5 mengalami pubertas tetapenyakit epilepsinya belum sembuh (A, 2015). A juga menyatakan kekhawatirannya jika C sudah mengalami menstruasi kondisi C semakin memburuk. Hal ini sesuai dengan pendapat Harsono (2007) yang menyatakan bahwa menstruasi, kehamilan, persalinan, laktasi, dan menopause adalah faktor khas yang dimiliki perempuan, dan dapat menimbulkan gejala epilepsi kembali. Pengetahuan tentang penyakit epilepsi yang tidak detail pada ibu akan menimbulkan berbagai permasalahan. A mengaku terkadang kurang sabar dalam menghadapi C dan sering menerima sindiran dari orang lain. Peristiwa di atas menunjukan banyak permasalahan yang akan dihadapi oleh ibu dalam merawat anak yang memiliki penyakit epilepsi, terutama seorang ibu. Ibu yang memiliki anak dengan epilepsi mempunyai stres yang lebih besar daripada ayah, hal tersebut dikarenakan ibu lebih mempunyai peran yang besar dalam lingkungan sosialnya. Seorang ibu tidak hanya dapat menerima keadaan anaknya, melainkan turut serta bertanggung jawab dalam setiap yang terjadi pada anaknya. Kejang yang terjadi pada anak dengan epilepsi membuat ibu mempunyai perasaan tertekan. hal tersebut menunjukan bahwa ibu yang memiliki anak dengan epilepsi lebih banyak mempunyai permasalahan psikologis (Hocaoglu & Koroglu, 2011, h. 153). Dalam menghadapi hal tersebut, perlu dilakukan koping untuk menghadapi permasahanpermasalahan yang muncul. Koping akan mengarahkan seseorang untuk melakukan sesuatu untuk bertahan dari semua tuntutan yang penuh dengan tekanan dan membangkitkan emosi (Siswanto, 2007, h.

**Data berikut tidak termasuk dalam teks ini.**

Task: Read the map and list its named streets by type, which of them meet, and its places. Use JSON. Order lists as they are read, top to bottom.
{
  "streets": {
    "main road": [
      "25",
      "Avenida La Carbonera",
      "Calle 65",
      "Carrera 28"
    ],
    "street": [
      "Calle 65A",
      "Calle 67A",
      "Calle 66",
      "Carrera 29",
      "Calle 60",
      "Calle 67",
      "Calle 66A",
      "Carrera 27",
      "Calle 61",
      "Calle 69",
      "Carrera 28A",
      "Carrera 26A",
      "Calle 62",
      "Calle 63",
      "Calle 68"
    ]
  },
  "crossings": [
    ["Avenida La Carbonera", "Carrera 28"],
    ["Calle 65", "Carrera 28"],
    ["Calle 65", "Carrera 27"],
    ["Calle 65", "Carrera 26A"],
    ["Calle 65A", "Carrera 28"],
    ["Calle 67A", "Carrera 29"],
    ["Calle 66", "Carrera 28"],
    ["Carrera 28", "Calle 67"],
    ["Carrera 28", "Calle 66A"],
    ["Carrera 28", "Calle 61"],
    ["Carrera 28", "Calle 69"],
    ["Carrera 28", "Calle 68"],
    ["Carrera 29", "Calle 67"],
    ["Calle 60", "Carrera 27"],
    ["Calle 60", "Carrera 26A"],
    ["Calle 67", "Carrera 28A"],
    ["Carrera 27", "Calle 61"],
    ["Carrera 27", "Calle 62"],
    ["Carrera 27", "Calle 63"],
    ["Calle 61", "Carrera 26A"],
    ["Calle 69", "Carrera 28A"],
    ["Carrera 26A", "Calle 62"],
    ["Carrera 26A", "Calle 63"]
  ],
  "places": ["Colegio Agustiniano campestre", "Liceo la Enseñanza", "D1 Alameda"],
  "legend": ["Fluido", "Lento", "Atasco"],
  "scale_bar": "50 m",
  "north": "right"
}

6 60). Ada beberapa jenis koping yang dapat dilakukan dalam menghadapi permasalahan, tetapi jika individu melakukan sebuah koping yang negatif mereka akan mengalami gagal dalam penyesuaian karena individu lebih memilih untuk mengingkari dan menghindar pada persoalan yang ada. Hal inilah yang menyebabkan peneliti ingin mengetahui lebih dalam tentang permasalahan apa saja yang dihadapi oleh ibu yang memiliki anak epilepsi serta koping yang dilakukan dalam situasi yang penuh tekanan tersebut. B. Tujuan Penelitian Tujuan penelitian yang hendak dicapai dalam penelitian ini adalah untuk mengungkap permasalahan dan koping yang dilakukan oleh ibu yang memiliki anak penderita epilepsi. C. Manfaat Penelitian 1. Manfaat Teoritis Memberikan tambahan wawasan bagi perkembangan psikologi kesehatan tentang permasalahan-permasalahan serta strategi koping yang dilakukan oleh ibu yang memiliki anak epilepsi. 2. Manfaat Praktis Penelitian ini diharapkan bermanfaat bagi ibu yang memiliki anak epilepsi dalam memahami dan menghadapi permasalahan.